<<<<
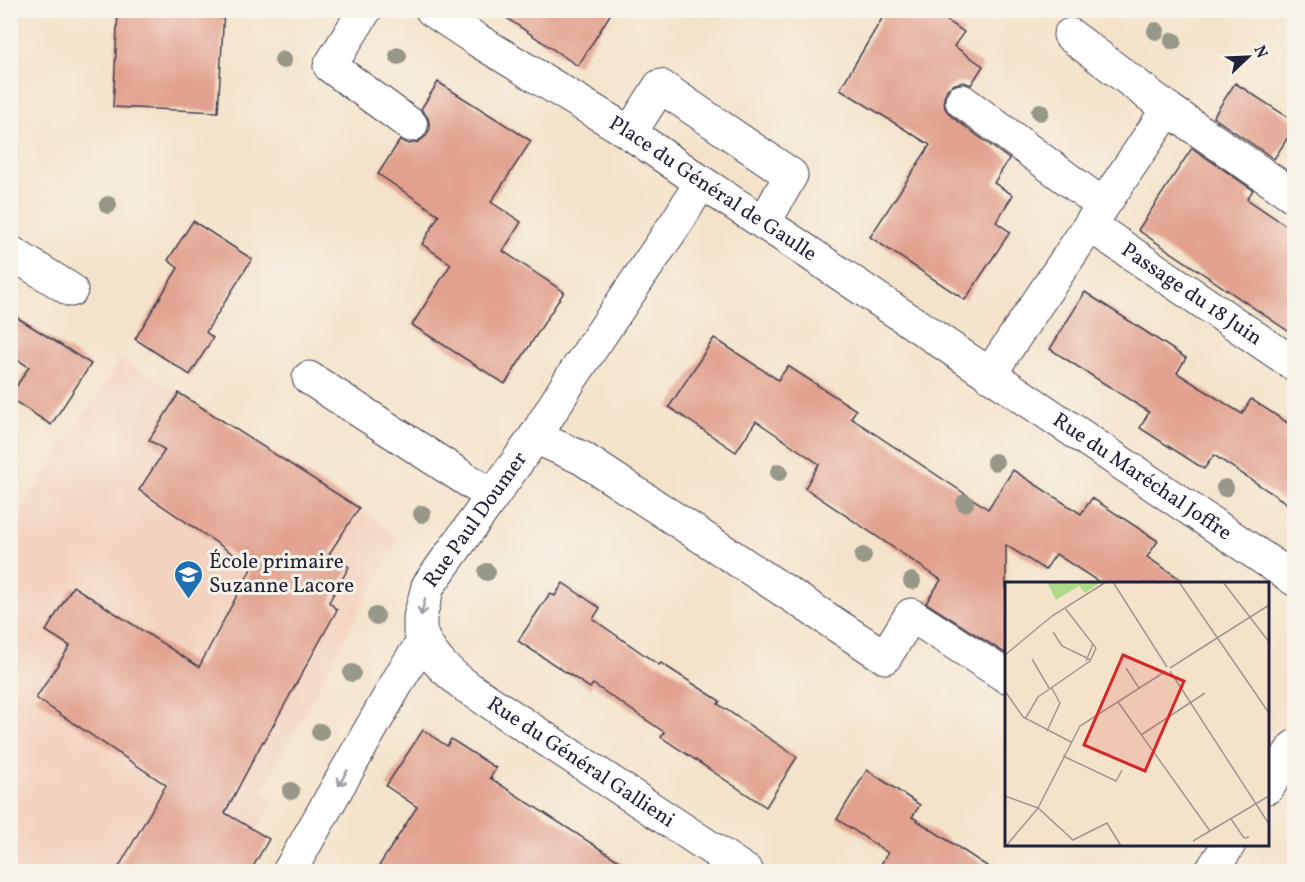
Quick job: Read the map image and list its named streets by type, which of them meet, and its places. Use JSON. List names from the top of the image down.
{
  "streets": {
    "street": [
      "Place du Général de Gaulle",
      "Passage du 18 Juin",
      "Rue du Maréchal Joffre",
      "Rue Paul Doumer",
      "Rue du Général Gallieni"
    ]
  },
  "crossings": [
    ["Place du Général de Gaulle", "Rue du Maréchal Joffre"],
    ["Place du Général de Gaulle", "Rue Paul Doumer"],
    ["Rue Paul Doumer", "Rue du Général Gallieni"]
  ],
  "places": {
    "school or university": ["École primaire Suzanne Lacore"]
  },
  "north": "top right"
}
>>>>
• Exercise aim
Every entry should come back exactly as written, only without images.

• Your solution
Quick job: Read the map image and list its named streets by type, which of them meet, and its places. Use JSON. List names from the top of the image down.
{
  "streets": {
    "street": [
      "Place du Général de Gaulle",
      "Passage du 18 Juin",
      "Rue du Maréchal Joffre",
      "Rue Paul Doumer",
      "Rue du Général Gallieni"
    ]
  },
  "crossings": [
    ["Place du Général de Gaulle", "Rue du Maréchal Joffre"],
    ["Place du Général de Gaulle", "Rue Paul Doumer"],
    ["Rue Paul Doumer", "Rue du Général Gallieni"]
  ],
  "places": {
    "school or university": ["École primaire Suzanne Lacore"]
  },
  "north": "top right"
}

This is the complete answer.